Collected data:
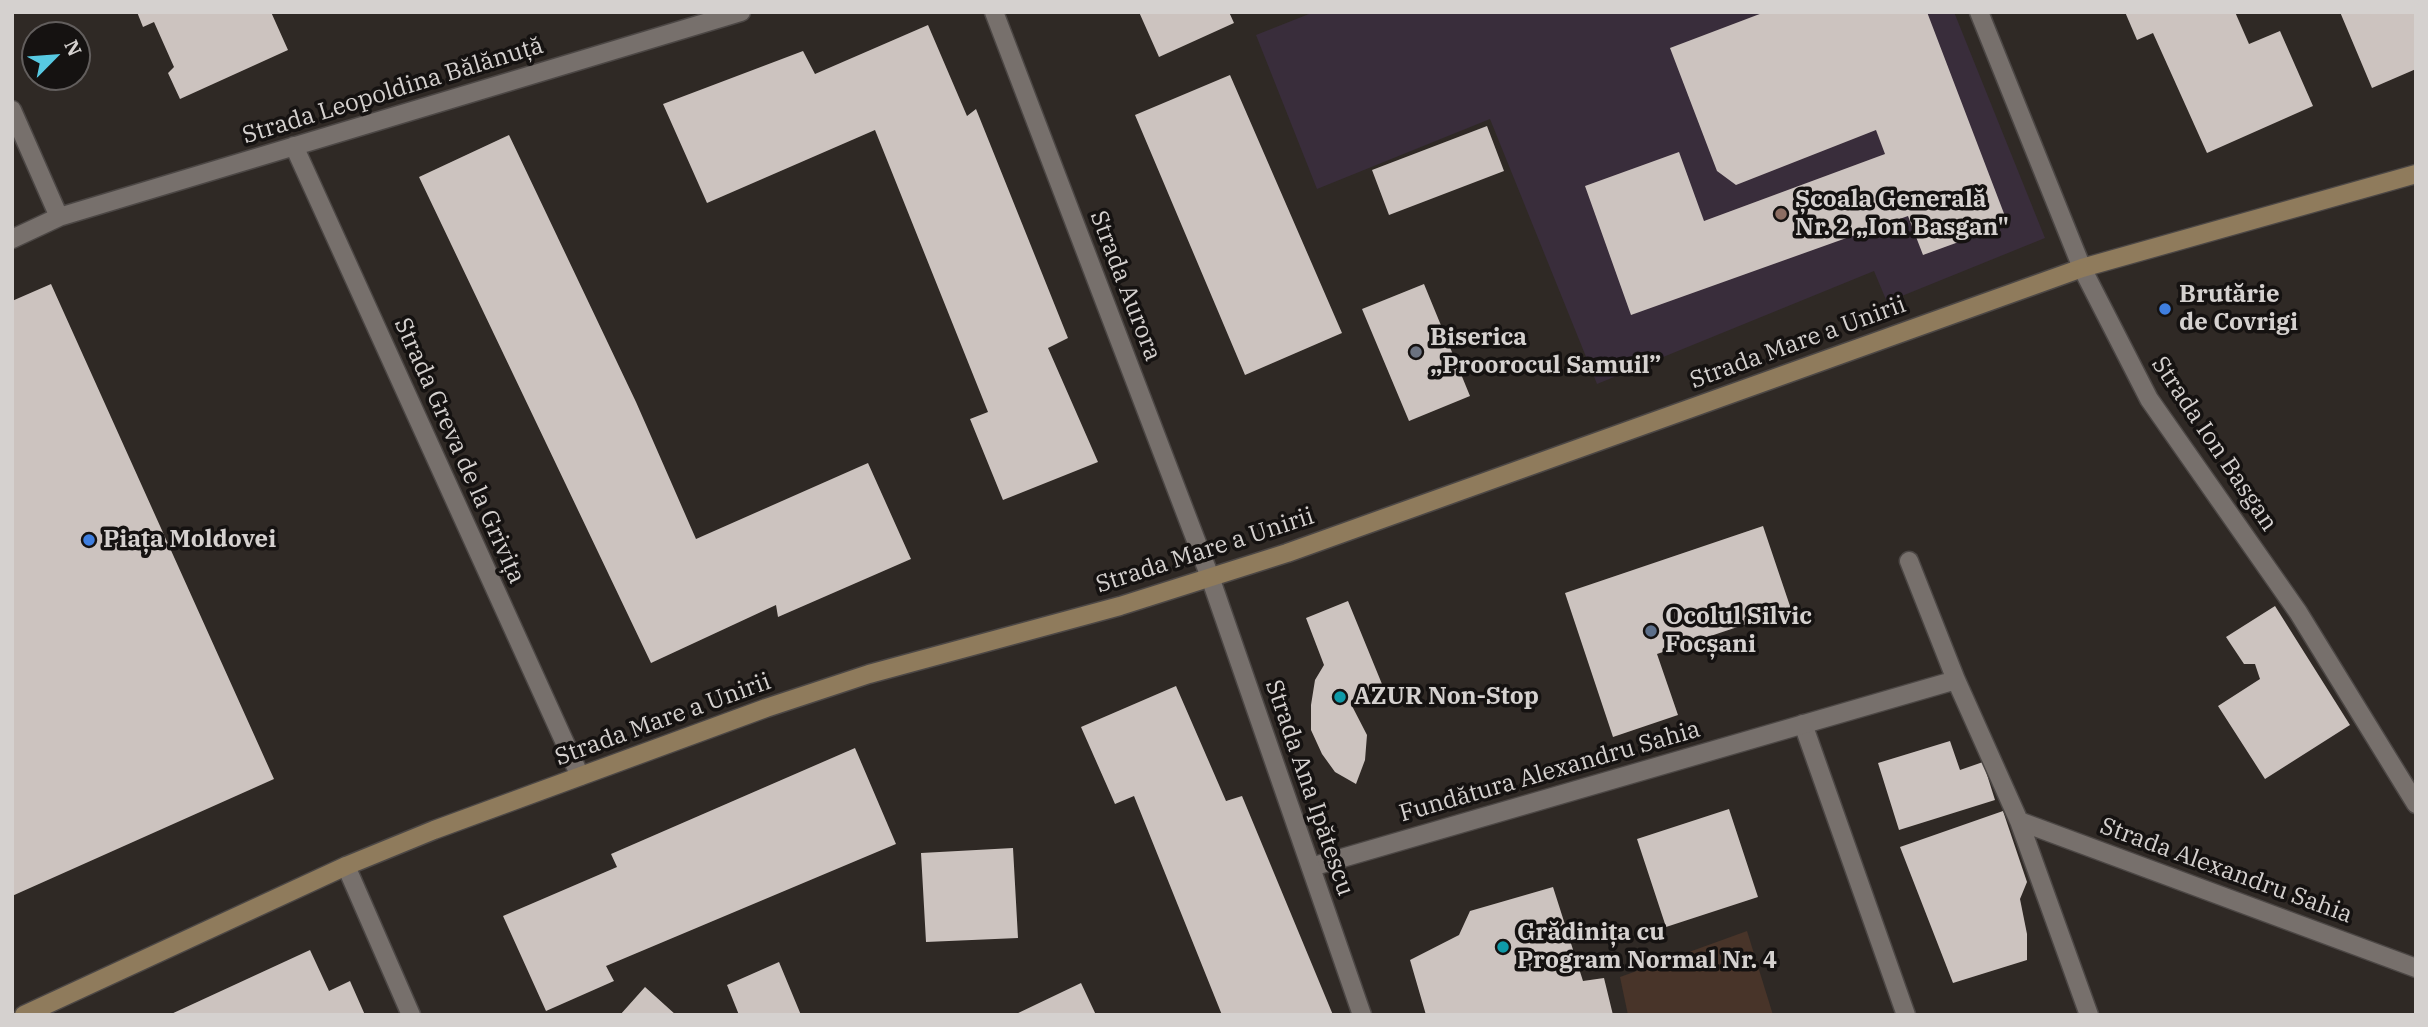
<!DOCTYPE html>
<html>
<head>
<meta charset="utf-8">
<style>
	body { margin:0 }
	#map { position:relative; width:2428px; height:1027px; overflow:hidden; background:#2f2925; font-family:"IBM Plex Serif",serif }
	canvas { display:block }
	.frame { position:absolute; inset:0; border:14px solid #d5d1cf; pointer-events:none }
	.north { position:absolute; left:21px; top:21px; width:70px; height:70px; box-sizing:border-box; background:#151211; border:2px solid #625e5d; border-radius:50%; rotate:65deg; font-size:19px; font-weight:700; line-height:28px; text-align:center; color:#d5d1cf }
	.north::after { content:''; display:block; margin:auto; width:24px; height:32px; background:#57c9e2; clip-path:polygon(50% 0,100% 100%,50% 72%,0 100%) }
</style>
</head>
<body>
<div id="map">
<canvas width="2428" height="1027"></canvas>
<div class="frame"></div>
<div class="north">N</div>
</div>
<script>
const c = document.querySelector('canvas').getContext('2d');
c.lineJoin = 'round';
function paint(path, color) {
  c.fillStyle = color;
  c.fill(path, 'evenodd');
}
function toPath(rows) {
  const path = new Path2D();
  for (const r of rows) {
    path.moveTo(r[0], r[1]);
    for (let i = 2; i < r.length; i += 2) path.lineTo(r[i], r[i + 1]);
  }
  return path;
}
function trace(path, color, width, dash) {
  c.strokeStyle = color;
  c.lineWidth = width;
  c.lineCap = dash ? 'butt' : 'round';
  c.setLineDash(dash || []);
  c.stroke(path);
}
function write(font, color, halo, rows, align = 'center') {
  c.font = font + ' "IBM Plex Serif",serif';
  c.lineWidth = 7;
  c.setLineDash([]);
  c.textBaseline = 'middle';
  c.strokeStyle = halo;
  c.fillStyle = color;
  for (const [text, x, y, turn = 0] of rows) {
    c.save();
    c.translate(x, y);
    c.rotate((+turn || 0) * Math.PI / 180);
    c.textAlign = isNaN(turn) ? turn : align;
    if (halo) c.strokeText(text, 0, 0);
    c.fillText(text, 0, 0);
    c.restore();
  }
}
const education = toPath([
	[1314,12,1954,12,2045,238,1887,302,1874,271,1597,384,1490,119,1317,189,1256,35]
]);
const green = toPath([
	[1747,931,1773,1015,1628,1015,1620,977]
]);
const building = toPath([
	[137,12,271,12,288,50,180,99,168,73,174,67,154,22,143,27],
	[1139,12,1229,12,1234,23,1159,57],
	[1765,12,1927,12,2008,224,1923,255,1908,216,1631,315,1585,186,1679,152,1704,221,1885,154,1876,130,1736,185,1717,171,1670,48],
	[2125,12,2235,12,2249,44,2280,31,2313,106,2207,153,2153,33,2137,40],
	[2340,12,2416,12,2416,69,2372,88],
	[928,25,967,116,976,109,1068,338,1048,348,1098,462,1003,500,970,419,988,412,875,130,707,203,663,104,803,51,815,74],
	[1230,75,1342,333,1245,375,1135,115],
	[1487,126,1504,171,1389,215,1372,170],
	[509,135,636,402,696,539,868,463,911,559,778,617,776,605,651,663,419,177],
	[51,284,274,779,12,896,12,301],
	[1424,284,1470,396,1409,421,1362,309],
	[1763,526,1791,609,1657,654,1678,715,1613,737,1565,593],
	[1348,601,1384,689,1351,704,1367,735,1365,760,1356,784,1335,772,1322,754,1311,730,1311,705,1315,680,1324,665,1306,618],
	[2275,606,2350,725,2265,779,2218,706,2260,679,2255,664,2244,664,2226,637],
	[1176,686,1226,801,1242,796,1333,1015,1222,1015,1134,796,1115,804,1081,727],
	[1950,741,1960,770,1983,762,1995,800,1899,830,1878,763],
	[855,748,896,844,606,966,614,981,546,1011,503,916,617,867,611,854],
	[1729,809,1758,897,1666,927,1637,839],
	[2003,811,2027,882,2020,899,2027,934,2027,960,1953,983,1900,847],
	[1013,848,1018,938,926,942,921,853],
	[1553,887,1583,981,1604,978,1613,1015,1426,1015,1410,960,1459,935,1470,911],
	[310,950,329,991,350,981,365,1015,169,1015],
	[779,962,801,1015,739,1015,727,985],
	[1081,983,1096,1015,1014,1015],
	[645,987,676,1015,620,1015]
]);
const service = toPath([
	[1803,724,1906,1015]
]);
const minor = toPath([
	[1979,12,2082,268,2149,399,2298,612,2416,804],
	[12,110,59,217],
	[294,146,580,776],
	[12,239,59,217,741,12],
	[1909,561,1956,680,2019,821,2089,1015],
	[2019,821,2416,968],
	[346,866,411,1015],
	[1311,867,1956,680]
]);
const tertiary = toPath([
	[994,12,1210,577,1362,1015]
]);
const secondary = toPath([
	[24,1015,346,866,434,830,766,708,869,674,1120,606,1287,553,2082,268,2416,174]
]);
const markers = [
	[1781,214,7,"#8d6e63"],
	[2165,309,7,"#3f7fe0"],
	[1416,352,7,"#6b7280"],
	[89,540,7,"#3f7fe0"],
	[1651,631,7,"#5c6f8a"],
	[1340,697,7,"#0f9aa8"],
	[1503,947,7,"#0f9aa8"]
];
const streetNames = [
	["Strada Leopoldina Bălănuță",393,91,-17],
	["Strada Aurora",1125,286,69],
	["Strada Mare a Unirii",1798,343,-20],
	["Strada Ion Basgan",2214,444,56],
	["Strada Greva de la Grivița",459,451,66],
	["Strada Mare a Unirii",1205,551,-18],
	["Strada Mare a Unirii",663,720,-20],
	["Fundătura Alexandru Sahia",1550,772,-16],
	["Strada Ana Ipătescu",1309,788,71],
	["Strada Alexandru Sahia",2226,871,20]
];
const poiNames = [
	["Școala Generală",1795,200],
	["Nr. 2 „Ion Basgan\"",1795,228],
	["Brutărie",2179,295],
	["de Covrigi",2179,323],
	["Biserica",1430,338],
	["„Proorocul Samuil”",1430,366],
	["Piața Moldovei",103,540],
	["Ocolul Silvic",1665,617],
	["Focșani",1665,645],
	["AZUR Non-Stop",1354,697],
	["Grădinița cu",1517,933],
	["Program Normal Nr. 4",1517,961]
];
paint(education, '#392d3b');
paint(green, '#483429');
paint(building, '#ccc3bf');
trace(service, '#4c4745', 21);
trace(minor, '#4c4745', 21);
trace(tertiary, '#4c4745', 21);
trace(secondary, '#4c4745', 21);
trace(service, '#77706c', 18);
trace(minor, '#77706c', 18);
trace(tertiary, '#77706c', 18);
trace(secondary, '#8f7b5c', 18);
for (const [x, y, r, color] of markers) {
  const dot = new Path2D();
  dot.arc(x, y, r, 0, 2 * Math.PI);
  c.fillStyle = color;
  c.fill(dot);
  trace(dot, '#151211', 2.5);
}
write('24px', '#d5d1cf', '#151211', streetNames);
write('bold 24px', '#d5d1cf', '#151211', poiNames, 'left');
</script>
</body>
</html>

__How to complete this task__. Where a line above contains the string "strokeStyle", copy that line.

__Your solution__.
  c.strokeStyle = color;
  c.strokeStyle = halo;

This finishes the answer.